No había palabras que pudieran despertar más horror en los corazones de unos padres; sobre todo, en los corazones de unos padres católicos conservadores.

(¡Y cuánto admiraba Ray a Bob Dylan en aquella primera, emocionante e iconoclasta fase de su carrera!)

En definitiva, pronto nos encontramos, en Green Acres, con que la casa de enfrente se había vendido y, en efecto, se había vendido a una familia negra.

Una familia negra totalmente «respetable», en nuestra opinión.

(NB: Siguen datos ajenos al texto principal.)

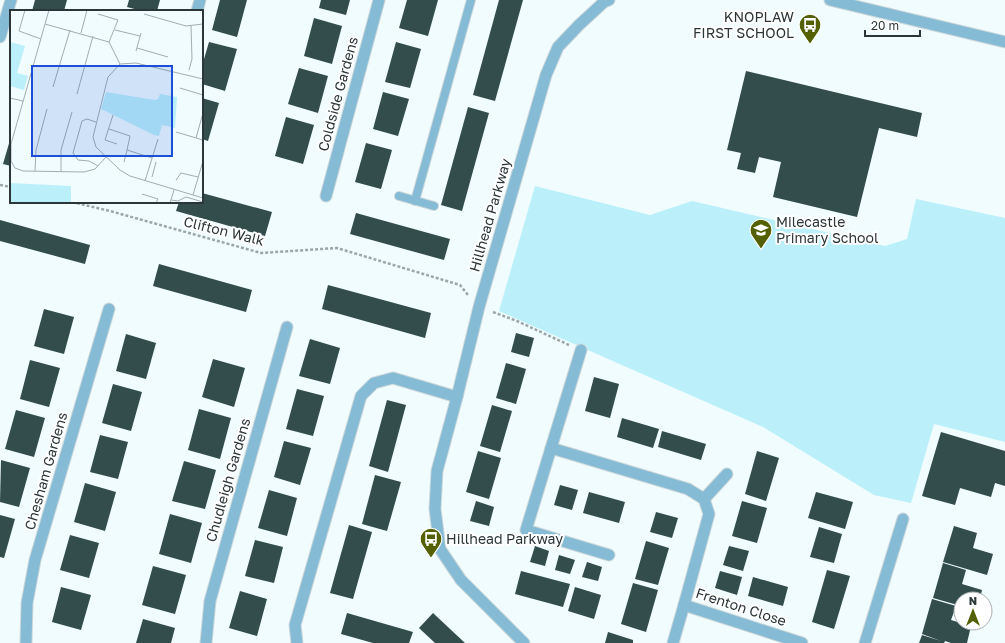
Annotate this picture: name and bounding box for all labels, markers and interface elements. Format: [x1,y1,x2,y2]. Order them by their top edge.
place label: KNOPLAW FIRST SCHOOL [693,8,795,41]
inset map [10,10,203,203]
bus stop icon: KNOPLAW FIRST SCHOOL [797,12,823,45]
scale bar [865,12,920,38]
text: 20 m [871,18,899,33]
street label: Coldside Gardens [314,35,361,153]
street label: Hillhead Parkway [465,156,514,273]
street label: Clifton Walk [182,212,266,249]
place label: Milecastle Primary School [776,213,878,246]
school or university icon: Milecastle Primary School [748,217,774,250]
street label: Chesham Gardens [21,410,70,532]
street label: Chudleigh Gardens [202,416,253,544]
bus stop icon: Hillhead Parkway [418,526,444,559]
place label: Hillhead Parkway [446,530,563,547]
street label: Frenton Close [694,584,789,629]
north arrow [953,591,993,631]
text: N [969,594,977,607]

Porque también nosotros estábamos muy pendientes de nuestros nuevos vecinos. También nosotros miramos desde las ventanas de casa mientras la empresa de mudanzas metía muebles y cajas en la casa de enfrente.

(¿Cómo no íbamos a estar pendientes , cómo no íbamos a mirar ? Aunque no sabíamos casi nada de ninguna otra persona que vivía en Woodstock Drive y con toda probabilidad no habríamos reconocido a ninguno de nuestros vecinos fuera de contexto, estábamos perfectamente al tanto de la nueva familia negra. La raza nos vuelve hipervigilantes, en el sentido más primitivo y perturbador.)

Aguardamos con preocupación a que ocurriera algo, alguna pequeña muestra de vandalismo, de mezquindad. Si la familia negra sufrió algún tipo de acoso, nunca nos enteramos, y no nos lo habrían dicho en cualquier caso. Un día, Ray dijo:

– Vamos a saludarlos.

Así que cruzamos la calle, llamamos a la puerta, dimos la mano a nuestros nuevos vecinos y nos presentamos: «Ray Smith», «Joyce Smith».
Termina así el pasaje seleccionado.